The blog has been blank for a while but my mind has not. It has been spinning with to-do lists and reminders, ideas and questions. Big and small: did I drop that present off for the birthday party we attended last month or have I just misplaced it? Did I sign up for all these roles in the school fundraiser or just speak too much in the meeting? How are my girls report cards good when they appear to be utterly bored in class, learning to walk the halls silently rather than be ignited by a new idea? Can we risk thinking big for our women’s event at church and then make it good enough to pay for our speaker? Will I be inspired by this woman or jealous I have some of her talents and have not found a way to have them discovered? What is wrong with me? Why does my mood match the weather today, cold and dreary and quiet? I was supposed to be in Denver this weekend to become certified as a pure barre instructor. While the schedule was a bit daunting with it’s 8 hours of lifting, toning, and burning, all at altitude, I was looking forward to the challenge. I had even laid off the wine for two weeks in preparation. Well that might still have been recovery from the 40th birthday beach blowout two weeks ago. But as one of my fellow celebrators said, “40 is the new 21” and that says it all, no need for details in print. My college roommate lives in Denver and I have not seen Dr. Leslie since her wedding 9 years ago. She hates her birthday but Friday was her 40th and I was going to be part of the celebration until the first major blizzard of the year had to spoil all the fun. So maybe I am more bummed out than I am aware. And I am anxious about trying to schedule another weekend away with three kids and a man who works Sundays.
I didn’t use to think of myself as anxious person but I guess I am. The dictionary defines anxiety as: mental distress or uneasiness because of fear of danger or misfortune. I would edit the danger part of my definition; I am pretty willing to try anything risky at least once. But misfortune? I worry I am living it. I think about the choices I make today as being the wrong ones for the future. I fret I am not making the hard choices because, well, they are too hard right now and thus I will miss out in the end. I think about the times I have spoken to my child in frustration -can’t you see I am too busy making you dinner to see the cool project you made with blocks-and worry this is all they will remember of their childhood. Shouty Crackers Mom. I have uneasiness about becoming a constant complainer rather than someone who sees a better way of doing things AND chooses that way with kindness.
What has me most anxious right now is an email I received this week. At church, we have a parenting class led by a pediatrician and early childhood educator. Parents sit in a circle and ask questions about our children that seem to have exhausted all the resources of what appear to be otherwise sane, capable people. I have learned a million good tips in there, the greatest of which is the idea of sharing our stories and laughing with one another about raising our kids. The email came from our leader asking me to speak to the group about what we do in our home to raise our children in a Christian way.
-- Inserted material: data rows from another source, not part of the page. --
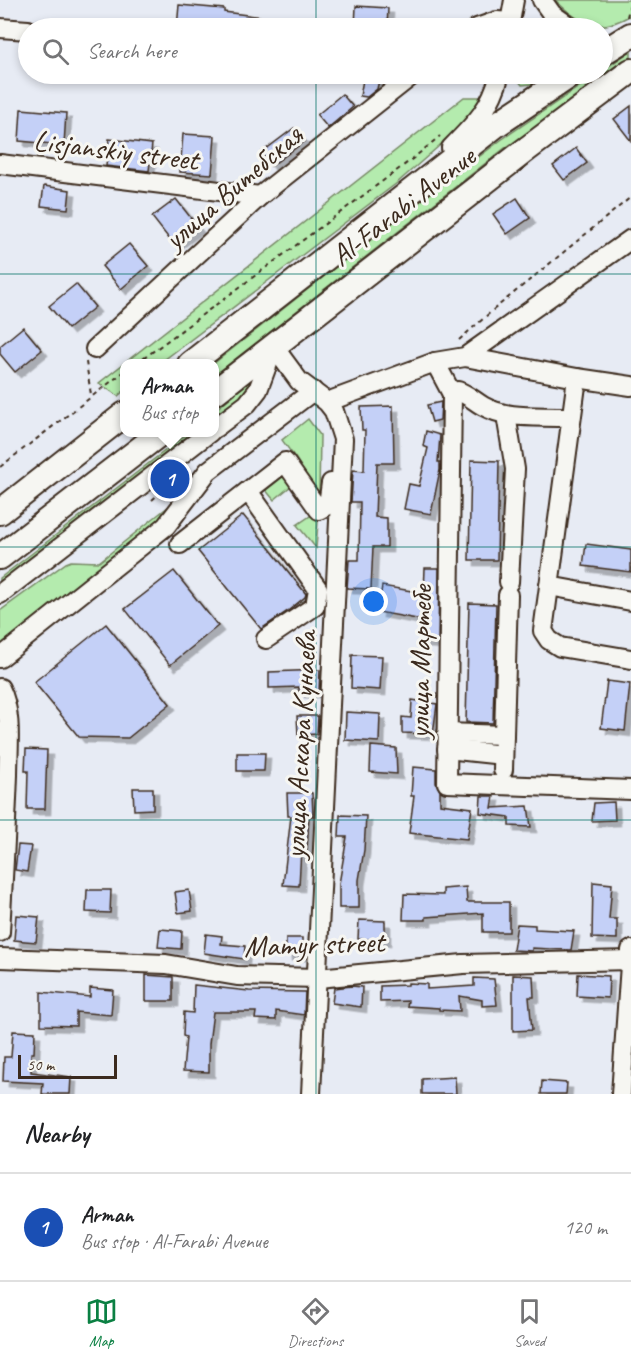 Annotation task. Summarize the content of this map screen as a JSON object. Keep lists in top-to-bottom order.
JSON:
{
  "streets": {
    "main road": ["Al-Farabi Avenue"],
    "street": [
      "Lisjanskiy street",
      "улица Витебская",
      "улица Мартебе",
      "улица Аскара Кунаева",
      "Mamyr street"
    ]
  },
  "crossings": [
    ["Lisjanskiy street", "улица Витебская"],
    ["Al-Farabi Avenue", "улица Аскара Кунаева"],
    ["улица Аскара Кунаева", "Mamyr street"]
  ],
  "scale_bar": "50 m",
  "page": {
    "search": "Search here",
    "popup": ["Arman", "Bus stop"],
    "pins": "1",
    "scale": "50 m",
    "heading": "Nearby",
    "list": [
      {
        "mark": "1",
        "name": "Arman",
        "note": "Bus stop · Al-Farabi Avenue",
        "value": "120 m"
      }
    ],
    "nav": ["Map", "Directions", "Saved"]
  }
}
Talk about a punch to the face. I am not sure what the question even asks. I know for sure my reaction is to say I am not qualified to respond. When I stop and ponder what I could come up with, I am sure it won’t measure up to what people want to hear from their minister’s wife. The honest thing would be to say our Christian spirit is so sucked dry by the work of the church, their is not much left for our children. But that would be to cruel. Or honest. Or weak. We made an advent wreath once and lighted the candles at Sunday night dinner. But it quickly became a test to see who would remember to light the candle and build a memory for our kids. When I discovered the responsibility laid solely with me, I resented it. And thus decided to chuck it out the window. We have bedtime routine: dinner, baths, stories, prayers, snuggling. I believe ending the day in a warm safe place filled with love is Godlike.
I don’t have a ritual or philosophy or text to tell people: this is our key. I am not sure I am even comfortable with the idea of people looking towards me or my children as an example for ideas about how to live life. To be honest, I feel lost and alone much of the time. I feel far away from God, by choice, unfortunately. It seems church sucks away the Holy Spirit we should be welcoming in to our home.
What I do do is teach my children to be kind. And strong. And honest. And smart. And independent. None of these sound Christian. And yet, when I look at my girls I find what is coming out looks more like witness, truth, and real. Perhaps that is where God intervenes. To mold the clay. What I teach my girls does not seem inherently Christian but it feels right to me. Be you. God loves you and created you perfectly. And even though the world and your choices will tell you otherwise, you are enough. You have been more than that, to me, since the day you were born.
I learned a new prayer last year and I am obsessed with it. It is on the “about” part of my blog but I am going to put it here to make sure my readers see it. It is by Reverend William Sloane Coffin, junior.
May God give you the grace to never sell yourself short, the grace to risk something big for something good, and the grace to know the world is now too dangerous for anything but the truth and too small for anything but love.
That is what I want my girls to know. It is what I need to remind myself of everyday. And it is what I am put on earth to practice. Oh and don’t forget to brush your teeth and love your sisters.